Arizona clemency board stacked with former officers


The Arizona Board of Executive Clemency represents one of the last chances for those on death row to save themselves from the death penalty.

But a legal challenge from a man on death row claims the council is filled with law enforcement and therefore inherently harmful to him.

Once a defendant has exhausted their appeals process and an execution date has been set, the clemency process begins.

The defendants have a hearing before the council where they can plead for a pardon.

The board then votes to make a recommendation to the governor as to whether to grant some sort of relief in the form of a “commutation of sentence and/or a suspended sentence.” The governor can accept or reject the council’s recommendation.

Clarence Dixon, on death row for the 1978 murder of Deana Bowdoin, is due to appear in court on April 28. His execution is scheduled for May 11..

In a petition for special action filed in Maricopa County Superior Court, Dixon’s legal team says the Executive Clemency Board is “illegally constituted.”

“Mr. Dixon is entitled to a fair clemency hearing before an impartial Clemency Board,” Dixon’s attorney, Joshua Spears, said in a statement. “To ensure a fair hearing, Arizona law limits the Commission to no more than two members from the same professional discipline.

“If the Board proceeds with three of its four members as law enforcement officers, it will violate Mr. Dixon’s right to a fair hearing consistent with due process and the simple requirements of Arizona law,” Spears said.

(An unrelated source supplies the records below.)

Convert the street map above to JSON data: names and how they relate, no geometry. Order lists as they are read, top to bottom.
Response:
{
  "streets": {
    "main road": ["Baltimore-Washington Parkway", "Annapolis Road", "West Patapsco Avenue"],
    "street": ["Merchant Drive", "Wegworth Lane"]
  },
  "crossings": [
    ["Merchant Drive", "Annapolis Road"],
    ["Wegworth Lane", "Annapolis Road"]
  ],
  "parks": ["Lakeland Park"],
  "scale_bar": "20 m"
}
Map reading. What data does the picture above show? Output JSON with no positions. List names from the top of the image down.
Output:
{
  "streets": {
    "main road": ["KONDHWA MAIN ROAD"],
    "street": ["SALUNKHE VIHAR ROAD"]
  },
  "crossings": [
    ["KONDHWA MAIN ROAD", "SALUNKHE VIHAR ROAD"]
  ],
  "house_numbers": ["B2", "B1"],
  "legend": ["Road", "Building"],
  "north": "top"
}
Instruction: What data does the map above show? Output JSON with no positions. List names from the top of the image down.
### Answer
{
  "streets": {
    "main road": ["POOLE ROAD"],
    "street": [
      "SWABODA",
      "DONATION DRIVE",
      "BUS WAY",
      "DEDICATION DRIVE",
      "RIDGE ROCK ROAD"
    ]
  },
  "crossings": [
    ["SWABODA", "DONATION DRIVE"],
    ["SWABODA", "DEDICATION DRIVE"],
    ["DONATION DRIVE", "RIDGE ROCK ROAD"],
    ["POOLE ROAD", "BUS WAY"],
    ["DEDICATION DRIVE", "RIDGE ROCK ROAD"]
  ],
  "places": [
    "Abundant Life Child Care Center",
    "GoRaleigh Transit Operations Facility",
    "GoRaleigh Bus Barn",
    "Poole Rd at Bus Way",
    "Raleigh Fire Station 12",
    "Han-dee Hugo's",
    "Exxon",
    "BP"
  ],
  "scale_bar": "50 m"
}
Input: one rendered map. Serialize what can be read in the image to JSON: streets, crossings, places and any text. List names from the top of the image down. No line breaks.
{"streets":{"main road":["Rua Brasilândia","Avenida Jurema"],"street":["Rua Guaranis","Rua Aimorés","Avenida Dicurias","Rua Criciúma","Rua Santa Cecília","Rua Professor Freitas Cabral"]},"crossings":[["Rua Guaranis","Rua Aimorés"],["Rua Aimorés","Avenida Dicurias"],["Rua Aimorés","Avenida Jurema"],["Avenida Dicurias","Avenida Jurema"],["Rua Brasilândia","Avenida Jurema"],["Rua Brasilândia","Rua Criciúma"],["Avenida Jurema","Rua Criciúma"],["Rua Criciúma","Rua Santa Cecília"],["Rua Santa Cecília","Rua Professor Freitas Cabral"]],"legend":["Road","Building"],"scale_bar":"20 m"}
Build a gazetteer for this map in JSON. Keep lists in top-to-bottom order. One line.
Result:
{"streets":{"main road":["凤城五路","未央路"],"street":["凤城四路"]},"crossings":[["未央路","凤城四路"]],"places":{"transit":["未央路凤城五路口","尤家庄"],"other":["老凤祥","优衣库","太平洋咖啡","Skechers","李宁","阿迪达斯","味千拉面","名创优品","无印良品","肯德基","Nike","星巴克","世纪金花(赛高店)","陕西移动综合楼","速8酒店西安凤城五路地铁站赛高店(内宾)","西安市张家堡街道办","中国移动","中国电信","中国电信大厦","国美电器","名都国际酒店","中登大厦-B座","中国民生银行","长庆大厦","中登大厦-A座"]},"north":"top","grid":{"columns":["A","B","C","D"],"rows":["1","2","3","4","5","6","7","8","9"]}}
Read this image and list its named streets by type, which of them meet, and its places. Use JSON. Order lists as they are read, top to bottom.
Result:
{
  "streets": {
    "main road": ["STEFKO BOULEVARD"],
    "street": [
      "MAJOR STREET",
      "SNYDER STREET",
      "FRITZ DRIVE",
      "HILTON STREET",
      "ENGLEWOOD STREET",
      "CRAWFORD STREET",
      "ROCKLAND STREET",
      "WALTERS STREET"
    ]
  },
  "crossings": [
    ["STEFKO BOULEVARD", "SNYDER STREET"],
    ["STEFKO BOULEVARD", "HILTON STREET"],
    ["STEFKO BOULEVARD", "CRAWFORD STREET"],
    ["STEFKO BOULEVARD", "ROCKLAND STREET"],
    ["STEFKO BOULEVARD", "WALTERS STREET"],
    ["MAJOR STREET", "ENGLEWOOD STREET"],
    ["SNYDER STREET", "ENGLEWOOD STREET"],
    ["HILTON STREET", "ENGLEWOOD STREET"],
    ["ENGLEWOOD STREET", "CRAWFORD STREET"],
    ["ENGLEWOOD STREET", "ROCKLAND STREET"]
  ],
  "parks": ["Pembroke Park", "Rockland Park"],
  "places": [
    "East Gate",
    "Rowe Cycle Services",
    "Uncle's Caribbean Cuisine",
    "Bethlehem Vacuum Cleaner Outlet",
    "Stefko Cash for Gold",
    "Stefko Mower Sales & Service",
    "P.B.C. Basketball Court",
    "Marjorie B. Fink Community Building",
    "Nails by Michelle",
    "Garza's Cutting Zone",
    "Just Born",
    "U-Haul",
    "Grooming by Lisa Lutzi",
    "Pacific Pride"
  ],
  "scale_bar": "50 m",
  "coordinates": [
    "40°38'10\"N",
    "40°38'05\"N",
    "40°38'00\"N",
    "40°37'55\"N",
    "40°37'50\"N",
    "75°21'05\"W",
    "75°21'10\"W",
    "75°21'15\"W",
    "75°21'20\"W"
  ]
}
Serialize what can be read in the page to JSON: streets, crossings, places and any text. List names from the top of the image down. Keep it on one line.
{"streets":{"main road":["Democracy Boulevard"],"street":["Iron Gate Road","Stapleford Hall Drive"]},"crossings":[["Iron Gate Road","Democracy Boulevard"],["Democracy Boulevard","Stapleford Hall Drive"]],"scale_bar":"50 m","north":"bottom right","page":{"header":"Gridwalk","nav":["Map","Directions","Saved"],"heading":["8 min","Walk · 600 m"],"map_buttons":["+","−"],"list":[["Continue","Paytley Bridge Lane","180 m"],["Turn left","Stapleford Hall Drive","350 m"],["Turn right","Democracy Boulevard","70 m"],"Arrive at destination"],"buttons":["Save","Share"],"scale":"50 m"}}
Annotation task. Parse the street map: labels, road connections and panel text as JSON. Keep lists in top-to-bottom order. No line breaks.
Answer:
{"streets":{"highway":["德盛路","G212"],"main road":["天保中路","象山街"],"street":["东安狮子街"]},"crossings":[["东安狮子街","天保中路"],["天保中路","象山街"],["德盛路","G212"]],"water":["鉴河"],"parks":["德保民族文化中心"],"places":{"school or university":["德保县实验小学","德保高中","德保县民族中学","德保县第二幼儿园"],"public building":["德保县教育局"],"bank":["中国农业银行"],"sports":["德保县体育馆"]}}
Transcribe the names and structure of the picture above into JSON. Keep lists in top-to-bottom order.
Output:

The five-member Board of Directors currently has one vacancy. Of the remaining four members, the lawsuit says three members — Salvatore Freni, Louis Quinonez and Michael Johnson — are retired law enforcement officers, with a combined total of 85 years of service in the forces. order.

“The only member who did not serve directly as a law enforcement officer, the Council

President Mina Mendez served as an Assistant Attorney General in the Arizona Attorney General’s Office for 6 years,” the petition notes.

The lawsuit alleges that the board’s current composition violates state law and asks the court to “declare the selection, nomination, appointment and confirmation of Salvatore Freni, Louis Quinonez and Michael Johnson null and void and to order the respondents to constitute an executive clemency board that is consistent with state law and state and federal due process.”

Dixon’s attorneys requested that his clemency hearing be postponed until the case is resolved, which would necessitate postponing his execution.

A spokesperson for the Board of Executive Clemency said it does not comment on ongoing litigation.